The technique usually consists in masquerading as a trustworthy entity in order to convince an individual to perform an action that he would only do if asked by the impersonated entity. In most cases, this action consists in providing credentials information for e-services access, providing credit card information, downloading and installing malware, etc. The ﬁght against phishing is diﬃcult because phishing targets the most vulnerable part of the system: the user. As described in [DT05], in phishing both system designers and attackers battle in the user interface space to guide (or misguide) the users. Hence, the problem cannot be tackled as a traditional system or network security issue but must heavily consider the human factor. Most phishing attacks can be detected by experienced users but for basic Internet users, security is a secondary purpose and they are not motivated and skilled enough to properly identify phishs. Phishing protection methods must consider the human factor and more precisely the limited skills of users and the "unmotivated user" property [WT99]. It is shown in [SHK+ 10] that half of unexperienced users fall for phish and that even after being trained almost a third of studied users are still tricked by phishing attacks. Thus, developing eﬃcient protection techniques is challenging and raise several requirements like ease of use, speed or performance.
Some automated and easy to use methods have been proposed to protect users from phishing. Phishing email ﬁltering techniques [FST07, RW12, AKS14], security toolbars [CLTM04, GPGL11] and Web browser phishing warnings [goob, mic] are examples of such techniques.
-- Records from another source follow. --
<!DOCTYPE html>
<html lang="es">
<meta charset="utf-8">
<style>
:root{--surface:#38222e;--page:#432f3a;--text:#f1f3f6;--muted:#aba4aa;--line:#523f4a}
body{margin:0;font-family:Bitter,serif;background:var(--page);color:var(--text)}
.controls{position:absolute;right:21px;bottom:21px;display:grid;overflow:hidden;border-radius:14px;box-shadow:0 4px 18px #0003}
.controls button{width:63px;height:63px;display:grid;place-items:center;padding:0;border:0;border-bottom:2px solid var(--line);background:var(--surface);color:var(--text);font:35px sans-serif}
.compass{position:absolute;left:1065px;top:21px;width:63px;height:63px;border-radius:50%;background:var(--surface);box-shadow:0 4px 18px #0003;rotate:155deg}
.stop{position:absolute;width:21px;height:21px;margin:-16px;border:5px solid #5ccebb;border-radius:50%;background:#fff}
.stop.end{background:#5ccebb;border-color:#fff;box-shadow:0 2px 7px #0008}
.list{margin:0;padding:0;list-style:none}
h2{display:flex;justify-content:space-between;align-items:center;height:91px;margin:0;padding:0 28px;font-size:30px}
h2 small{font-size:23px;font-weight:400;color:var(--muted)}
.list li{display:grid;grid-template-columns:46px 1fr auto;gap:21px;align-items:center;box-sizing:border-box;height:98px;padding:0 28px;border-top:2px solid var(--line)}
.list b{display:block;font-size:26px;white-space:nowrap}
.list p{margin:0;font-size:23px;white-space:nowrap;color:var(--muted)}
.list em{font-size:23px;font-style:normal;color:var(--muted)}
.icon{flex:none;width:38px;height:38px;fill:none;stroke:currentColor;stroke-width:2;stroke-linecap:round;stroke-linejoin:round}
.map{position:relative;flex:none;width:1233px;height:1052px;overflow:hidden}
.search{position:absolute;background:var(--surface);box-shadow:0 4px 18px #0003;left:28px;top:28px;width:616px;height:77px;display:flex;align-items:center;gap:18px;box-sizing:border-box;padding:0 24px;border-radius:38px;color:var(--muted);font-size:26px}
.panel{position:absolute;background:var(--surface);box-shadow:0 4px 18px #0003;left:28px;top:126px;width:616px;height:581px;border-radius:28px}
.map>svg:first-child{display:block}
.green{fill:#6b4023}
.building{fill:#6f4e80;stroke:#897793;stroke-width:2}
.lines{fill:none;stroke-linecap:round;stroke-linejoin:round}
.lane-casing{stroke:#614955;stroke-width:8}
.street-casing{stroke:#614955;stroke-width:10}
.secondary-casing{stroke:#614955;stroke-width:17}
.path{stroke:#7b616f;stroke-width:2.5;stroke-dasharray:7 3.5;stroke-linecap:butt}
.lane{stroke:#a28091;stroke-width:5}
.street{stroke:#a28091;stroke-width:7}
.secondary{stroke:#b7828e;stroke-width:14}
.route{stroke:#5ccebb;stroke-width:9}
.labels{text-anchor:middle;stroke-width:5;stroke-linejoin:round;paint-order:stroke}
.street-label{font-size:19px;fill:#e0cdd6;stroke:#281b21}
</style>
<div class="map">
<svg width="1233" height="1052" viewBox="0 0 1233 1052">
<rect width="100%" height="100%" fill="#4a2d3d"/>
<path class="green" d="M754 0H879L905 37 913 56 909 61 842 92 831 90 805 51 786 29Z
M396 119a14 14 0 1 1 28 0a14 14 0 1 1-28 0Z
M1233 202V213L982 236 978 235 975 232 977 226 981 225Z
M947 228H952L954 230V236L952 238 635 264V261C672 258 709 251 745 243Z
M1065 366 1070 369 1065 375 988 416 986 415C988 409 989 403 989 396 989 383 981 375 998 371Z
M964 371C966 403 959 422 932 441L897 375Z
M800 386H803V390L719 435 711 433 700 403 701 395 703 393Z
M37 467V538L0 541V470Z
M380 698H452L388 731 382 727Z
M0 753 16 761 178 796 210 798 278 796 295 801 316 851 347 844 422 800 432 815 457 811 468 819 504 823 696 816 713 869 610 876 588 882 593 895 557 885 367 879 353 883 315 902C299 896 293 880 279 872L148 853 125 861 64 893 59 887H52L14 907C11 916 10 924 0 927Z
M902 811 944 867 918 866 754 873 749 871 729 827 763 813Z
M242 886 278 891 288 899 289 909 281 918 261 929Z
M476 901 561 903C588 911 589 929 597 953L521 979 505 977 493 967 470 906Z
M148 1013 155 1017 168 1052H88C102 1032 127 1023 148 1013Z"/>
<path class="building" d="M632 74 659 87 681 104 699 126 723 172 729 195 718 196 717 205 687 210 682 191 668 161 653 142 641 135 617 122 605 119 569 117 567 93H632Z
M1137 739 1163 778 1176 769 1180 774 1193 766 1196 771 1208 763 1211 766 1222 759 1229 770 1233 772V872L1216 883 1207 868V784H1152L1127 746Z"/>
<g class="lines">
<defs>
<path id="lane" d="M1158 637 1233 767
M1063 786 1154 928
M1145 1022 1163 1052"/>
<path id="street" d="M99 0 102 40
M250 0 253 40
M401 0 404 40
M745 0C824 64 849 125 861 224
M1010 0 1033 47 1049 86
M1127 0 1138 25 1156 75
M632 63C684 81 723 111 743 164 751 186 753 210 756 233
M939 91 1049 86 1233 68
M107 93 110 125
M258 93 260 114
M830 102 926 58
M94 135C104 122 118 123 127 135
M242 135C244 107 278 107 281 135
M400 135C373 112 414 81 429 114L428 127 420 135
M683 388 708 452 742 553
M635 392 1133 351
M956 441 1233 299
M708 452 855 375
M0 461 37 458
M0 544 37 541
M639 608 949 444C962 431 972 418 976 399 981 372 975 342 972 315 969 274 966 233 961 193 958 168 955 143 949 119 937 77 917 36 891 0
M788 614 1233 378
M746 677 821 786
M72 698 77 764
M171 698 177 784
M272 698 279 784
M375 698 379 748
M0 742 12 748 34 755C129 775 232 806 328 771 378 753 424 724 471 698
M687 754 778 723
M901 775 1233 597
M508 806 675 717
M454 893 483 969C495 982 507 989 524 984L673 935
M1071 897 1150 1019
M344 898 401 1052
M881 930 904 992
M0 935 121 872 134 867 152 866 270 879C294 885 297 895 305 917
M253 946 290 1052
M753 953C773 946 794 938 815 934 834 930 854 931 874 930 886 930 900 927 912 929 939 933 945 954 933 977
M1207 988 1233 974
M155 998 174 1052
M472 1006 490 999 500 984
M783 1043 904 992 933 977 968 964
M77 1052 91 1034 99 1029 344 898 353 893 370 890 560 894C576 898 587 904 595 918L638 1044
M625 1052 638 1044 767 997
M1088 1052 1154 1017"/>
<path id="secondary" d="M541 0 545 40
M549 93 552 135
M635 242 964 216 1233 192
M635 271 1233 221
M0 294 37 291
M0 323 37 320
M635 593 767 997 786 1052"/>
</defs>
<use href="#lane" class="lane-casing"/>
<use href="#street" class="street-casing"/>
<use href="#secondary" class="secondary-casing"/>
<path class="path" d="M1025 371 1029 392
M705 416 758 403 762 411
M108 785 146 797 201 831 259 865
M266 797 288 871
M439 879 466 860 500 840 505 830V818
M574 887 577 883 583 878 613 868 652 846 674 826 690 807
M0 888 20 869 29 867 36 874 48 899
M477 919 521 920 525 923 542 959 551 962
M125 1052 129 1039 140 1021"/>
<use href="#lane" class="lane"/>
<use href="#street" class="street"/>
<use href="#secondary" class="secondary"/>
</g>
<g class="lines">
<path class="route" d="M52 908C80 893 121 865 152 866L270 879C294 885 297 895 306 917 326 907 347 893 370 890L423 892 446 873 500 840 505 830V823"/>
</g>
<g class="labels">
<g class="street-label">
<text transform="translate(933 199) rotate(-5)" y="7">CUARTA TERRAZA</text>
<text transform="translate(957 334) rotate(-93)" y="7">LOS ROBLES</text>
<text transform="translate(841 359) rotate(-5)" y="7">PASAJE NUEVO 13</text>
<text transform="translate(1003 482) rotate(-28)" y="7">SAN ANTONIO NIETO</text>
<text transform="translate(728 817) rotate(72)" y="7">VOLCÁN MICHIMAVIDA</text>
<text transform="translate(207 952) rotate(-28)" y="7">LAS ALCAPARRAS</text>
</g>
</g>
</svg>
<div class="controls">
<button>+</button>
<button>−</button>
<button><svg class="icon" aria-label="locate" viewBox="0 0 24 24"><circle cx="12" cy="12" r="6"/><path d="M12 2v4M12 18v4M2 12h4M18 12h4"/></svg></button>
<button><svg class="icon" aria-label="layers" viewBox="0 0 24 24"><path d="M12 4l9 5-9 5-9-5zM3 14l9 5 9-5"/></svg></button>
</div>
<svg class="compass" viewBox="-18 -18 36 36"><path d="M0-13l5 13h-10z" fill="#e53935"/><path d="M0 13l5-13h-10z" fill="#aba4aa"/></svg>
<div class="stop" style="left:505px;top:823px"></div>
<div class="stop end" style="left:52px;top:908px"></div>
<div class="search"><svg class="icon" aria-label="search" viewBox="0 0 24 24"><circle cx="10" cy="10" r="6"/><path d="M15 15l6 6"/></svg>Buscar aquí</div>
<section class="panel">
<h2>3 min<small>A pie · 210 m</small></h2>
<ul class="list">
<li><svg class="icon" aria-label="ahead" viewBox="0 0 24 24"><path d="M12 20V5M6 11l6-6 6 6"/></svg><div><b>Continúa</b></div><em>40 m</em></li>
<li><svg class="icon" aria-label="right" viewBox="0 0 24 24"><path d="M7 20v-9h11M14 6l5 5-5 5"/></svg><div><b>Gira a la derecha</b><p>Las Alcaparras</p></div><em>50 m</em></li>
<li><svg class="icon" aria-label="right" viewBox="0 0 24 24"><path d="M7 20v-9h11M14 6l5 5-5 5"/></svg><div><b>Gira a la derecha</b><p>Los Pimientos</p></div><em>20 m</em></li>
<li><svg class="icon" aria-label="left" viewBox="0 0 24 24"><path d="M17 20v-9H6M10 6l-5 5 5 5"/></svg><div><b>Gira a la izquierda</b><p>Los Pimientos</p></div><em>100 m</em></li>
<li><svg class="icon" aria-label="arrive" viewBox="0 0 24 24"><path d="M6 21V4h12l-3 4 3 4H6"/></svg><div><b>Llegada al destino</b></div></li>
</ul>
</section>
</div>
These methods can be classiﬁed in two categories being phishing prevention methods, helping to prevent exposition to phishing by enforcing authentication for instance, and phishing detection methods, which analyse a given email or web page in order to assess its legitimacy. The scope of some techniques is however limited to speciﬁc phishing attacks and the identiﬁcation delay is important. The variety of means used to perform phishing and the short lifetime of phishing attacks make these solutions often ineﬃcient or easy to bypass, requiring new solutions to be proposed. Despite more than ten years of ﬁght against phishing, its nefarious impact is still growing.
We start in this chapter by deﬁning in Section 1.1 what phishing is and present the means used to perpetrate this task as well as an overview of the economic impact and evolution of phishing activities. Based on the observations, we deﬁne the requirements to meet for eﬃcient phishing protection. Section 1.2 presents three techniques to prevent phishing attacks and give some examples of implemented solutions. Methods for phishing detection are presented in Section
1.3 and we identify the strengths and weaknesses of each state of the art technique.
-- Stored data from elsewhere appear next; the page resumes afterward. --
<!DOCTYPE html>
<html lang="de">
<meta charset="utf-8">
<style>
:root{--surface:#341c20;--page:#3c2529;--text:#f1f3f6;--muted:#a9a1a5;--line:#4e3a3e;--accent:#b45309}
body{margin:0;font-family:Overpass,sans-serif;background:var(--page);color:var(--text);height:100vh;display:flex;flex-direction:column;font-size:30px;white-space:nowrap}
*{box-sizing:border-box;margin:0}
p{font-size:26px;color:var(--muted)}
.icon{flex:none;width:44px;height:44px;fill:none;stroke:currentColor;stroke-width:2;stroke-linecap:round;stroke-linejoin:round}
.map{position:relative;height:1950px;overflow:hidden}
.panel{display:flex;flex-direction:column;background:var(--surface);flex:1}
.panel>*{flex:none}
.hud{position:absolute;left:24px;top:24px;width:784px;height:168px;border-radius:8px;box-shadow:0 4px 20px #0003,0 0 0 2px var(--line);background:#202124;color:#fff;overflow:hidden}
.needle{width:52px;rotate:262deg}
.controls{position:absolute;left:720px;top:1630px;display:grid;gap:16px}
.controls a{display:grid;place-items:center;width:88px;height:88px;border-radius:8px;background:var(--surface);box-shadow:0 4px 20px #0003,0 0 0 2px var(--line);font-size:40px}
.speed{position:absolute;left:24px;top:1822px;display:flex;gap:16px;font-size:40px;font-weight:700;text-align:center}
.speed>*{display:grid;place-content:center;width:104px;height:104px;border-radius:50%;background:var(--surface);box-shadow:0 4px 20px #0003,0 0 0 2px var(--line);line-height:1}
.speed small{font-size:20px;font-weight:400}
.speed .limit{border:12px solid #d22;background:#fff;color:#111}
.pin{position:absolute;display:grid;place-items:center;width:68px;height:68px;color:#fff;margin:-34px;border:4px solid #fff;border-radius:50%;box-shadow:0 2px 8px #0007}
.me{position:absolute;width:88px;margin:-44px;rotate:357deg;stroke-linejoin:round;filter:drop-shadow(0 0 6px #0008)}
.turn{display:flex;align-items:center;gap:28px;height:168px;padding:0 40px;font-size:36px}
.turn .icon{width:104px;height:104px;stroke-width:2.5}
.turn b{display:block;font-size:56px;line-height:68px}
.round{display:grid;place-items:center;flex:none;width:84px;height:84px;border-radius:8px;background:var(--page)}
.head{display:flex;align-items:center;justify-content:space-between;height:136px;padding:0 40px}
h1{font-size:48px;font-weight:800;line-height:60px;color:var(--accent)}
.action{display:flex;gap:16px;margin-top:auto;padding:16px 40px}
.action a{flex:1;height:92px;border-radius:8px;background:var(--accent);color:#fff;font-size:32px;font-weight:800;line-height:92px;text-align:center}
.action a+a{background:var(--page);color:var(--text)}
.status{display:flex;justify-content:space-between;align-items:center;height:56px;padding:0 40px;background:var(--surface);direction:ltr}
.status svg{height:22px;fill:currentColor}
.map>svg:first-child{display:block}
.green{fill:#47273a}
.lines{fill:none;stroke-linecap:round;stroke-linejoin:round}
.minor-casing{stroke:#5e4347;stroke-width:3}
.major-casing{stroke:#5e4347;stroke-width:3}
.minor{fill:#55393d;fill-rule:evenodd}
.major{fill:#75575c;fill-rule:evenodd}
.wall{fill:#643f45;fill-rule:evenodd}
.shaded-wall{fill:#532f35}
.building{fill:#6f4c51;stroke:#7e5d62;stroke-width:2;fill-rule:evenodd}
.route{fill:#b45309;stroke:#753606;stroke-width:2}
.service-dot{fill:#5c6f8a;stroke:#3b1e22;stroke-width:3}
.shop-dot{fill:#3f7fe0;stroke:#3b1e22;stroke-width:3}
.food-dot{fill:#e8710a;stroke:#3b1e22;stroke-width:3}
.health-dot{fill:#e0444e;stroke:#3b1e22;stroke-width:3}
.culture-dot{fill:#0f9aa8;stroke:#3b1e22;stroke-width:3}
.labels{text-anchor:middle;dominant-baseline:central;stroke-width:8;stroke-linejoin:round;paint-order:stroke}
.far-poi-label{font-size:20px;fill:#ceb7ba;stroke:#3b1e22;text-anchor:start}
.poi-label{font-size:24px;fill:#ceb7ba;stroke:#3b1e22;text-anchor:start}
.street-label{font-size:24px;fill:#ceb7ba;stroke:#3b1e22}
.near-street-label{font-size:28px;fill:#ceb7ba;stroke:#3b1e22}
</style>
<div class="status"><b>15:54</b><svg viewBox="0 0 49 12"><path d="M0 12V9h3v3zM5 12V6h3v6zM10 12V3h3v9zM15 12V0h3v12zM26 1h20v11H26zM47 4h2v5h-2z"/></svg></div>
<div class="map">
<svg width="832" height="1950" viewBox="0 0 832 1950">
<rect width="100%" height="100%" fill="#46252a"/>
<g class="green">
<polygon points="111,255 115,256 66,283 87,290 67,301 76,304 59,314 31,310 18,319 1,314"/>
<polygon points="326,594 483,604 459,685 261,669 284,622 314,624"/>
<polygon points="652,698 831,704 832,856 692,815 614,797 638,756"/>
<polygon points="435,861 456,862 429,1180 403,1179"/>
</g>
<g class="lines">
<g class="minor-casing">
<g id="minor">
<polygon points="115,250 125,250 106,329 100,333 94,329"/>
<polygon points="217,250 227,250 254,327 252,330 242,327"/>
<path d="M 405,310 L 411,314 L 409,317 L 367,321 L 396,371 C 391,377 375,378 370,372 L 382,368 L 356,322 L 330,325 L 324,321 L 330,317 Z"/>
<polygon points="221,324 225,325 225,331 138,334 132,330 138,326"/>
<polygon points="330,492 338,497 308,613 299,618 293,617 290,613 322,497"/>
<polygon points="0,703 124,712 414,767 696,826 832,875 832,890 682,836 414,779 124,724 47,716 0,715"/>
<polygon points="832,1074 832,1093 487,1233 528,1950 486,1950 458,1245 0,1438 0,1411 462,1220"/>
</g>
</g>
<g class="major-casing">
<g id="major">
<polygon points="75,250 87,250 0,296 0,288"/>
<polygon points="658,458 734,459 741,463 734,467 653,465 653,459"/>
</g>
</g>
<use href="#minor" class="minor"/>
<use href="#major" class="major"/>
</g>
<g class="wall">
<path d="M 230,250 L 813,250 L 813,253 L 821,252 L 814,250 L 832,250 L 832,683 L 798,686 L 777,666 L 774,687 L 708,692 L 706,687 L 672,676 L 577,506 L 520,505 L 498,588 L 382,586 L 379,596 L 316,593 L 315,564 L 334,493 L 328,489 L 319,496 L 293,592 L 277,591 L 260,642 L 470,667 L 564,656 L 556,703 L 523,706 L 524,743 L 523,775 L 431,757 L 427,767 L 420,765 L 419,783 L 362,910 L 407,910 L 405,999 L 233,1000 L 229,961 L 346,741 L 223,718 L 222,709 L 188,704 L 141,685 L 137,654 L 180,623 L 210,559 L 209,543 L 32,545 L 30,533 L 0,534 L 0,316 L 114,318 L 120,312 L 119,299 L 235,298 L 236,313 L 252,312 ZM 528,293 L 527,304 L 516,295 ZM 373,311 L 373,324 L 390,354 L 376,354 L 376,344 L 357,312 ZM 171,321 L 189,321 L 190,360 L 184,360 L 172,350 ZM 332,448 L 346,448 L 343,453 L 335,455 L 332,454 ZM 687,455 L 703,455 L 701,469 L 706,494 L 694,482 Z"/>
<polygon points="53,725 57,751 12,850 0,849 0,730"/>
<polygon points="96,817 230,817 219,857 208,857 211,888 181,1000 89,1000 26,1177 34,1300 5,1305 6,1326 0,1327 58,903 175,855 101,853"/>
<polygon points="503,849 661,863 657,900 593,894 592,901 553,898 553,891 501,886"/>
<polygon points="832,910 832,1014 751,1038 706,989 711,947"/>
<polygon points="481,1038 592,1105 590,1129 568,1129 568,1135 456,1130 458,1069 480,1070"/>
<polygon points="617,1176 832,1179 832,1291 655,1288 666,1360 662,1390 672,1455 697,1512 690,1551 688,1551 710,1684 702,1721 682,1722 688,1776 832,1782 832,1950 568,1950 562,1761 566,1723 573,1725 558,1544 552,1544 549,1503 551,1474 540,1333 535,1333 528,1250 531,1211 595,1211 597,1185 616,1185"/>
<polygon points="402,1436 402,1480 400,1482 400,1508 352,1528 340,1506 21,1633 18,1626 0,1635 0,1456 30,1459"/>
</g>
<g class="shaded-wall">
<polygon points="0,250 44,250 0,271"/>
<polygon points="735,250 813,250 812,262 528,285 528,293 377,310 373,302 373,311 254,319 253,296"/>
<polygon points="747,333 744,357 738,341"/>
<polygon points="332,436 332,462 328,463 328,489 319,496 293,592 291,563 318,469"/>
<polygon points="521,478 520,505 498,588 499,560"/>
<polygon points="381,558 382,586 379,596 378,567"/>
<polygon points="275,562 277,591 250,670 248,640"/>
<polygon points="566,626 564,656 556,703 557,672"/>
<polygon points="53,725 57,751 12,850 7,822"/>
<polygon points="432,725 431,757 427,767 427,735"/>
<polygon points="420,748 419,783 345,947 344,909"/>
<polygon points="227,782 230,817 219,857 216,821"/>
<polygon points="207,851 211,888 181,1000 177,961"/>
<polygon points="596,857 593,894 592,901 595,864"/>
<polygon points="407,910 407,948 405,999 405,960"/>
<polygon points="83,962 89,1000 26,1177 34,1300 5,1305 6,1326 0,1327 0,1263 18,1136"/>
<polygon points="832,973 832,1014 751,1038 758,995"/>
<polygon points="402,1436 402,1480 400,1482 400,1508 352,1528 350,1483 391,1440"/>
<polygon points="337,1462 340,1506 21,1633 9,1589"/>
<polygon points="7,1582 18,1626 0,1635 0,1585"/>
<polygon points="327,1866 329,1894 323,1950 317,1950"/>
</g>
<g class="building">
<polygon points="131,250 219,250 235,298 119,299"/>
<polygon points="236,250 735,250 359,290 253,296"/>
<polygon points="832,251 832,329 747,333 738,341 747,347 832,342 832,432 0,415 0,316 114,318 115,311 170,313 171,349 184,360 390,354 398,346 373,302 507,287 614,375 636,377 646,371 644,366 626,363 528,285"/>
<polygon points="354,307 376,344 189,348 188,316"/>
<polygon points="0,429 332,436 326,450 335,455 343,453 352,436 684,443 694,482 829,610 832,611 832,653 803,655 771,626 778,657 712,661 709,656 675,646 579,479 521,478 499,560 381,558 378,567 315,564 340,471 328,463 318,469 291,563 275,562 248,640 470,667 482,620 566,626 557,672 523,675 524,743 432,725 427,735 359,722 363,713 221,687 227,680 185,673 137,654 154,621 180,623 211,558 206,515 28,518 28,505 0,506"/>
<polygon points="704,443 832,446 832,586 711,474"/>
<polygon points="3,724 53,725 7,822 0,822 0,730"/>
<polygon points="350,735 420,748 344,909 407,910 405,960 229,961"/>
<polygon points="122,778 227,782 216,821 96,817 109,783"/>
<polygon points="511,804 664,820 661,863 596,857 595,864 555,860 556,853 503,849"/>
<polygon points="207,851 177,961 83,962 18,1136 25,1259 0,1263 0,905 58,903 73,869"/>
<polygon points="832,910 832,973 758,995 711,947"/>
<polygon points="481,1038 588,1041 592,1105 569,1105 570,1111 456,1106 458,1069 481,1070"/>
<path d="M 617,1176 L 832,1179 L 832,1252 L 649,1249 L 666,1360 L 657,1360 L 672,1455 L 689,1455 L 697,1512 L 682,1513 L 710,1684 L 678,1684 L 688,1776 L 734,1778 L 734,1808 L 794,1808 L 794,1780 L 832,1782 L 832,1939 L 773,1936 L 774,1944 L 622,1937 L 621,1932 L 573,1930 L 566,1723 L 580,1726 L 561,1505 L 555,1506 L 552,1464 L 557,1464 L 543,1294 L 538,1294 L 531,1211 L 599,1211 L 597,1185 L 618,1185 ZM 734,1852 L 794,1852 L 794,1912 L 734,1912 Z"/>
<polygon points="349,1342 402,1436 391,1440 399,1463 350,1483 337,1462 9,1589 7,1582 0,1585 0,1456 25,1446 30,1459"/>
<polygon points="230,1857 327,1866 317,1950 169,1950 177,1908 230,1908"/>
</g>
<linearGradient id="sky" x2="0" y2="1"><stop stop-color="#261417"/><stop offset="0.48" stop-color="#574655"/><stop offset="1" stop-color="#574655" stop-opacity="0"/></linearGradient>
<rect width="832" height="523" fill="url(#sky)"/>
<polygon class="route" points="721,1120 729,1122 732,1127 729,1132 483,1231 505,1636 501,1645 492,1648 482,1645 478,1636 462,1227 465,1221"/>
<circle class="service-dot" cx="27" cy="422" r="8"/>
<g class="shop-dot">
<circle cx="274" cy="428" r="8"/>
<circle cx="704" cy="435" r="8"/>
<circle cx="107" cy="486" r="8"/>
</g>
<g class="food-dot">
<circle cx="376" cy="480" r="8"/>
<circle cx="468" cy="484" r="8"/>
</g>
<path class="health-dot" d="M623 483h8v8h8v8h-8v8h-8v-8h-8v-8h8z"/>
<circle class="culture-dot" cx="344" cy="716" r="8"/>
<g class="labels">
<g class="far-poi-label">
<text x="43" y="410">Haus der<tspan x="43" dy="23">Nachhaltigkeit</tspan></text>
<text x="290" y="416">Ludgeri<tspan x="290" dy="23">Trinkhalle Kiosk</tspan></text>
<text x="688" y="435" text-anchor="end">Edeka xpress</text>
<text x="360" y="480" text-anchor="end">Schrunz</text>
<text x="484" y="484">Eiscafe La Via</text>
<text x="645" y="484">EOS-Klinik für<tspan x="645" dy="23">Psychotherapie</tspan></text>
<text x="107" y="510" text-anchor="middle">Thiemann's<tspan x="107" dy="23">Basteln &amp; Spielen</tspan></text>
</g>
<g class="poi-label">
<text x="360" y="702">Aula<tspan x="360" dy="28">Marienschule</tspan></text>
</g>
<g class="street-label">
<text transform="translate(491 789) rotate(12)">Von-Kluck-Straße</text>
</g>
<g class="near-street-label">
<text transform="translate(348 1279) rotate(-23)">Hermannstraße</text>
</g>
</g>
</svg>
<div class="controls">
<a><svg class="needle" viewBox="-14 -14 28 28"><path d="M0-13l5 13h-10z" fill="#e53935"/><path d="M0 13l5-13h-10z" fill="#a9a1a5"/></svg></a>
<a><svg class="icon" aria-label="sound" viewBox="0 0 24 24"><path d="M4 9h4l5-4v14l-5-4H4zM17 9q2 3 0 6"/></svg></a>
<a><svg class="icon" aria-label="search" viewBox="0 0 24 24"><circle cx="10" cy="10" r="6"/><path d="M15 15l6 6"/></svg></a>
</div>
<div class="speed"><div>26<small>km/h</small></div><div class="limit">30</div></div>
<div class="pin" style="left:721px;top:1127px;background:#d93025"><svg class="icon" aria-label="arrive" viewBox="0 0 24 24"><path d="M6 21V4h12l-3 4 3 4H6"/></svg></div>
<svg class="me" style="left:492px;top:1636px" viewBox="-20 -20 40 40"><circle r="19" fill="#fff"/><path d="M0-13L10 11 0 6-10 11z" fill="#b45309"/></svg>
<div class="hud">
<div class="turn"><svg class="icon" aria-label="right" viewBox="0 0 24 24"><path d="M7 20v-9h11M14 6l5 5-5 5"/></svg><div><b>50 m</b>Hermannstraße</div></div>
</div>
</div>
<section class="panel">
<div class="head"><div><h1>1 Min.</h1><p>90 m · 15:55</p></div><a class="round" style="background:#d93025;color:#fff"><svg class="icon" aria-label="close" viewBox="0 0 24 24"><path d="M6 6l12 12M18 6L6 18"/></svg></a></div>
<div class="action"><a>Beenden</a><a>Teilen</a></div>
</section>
1.1 Phishing: an Online Con Game Phishing has been a continual threat present for almost 20 years. The range of malicious activities and attacks categorized as phishing is wide and some have few similarities with each others. We ﬁrst give a deﬁnition of phishing including the diﬀerent aspects of the activities it includes and provide a short history of phishing. Then, we present some phishing attacks and vectors leveraging technical subterfuges and social engineering. We provide an analysis of the phishing evolution in term of economic impacts, attacks performed and techniques used over the years.
Finally we present the several challenges to develop eﬃcient phishing protection solutions.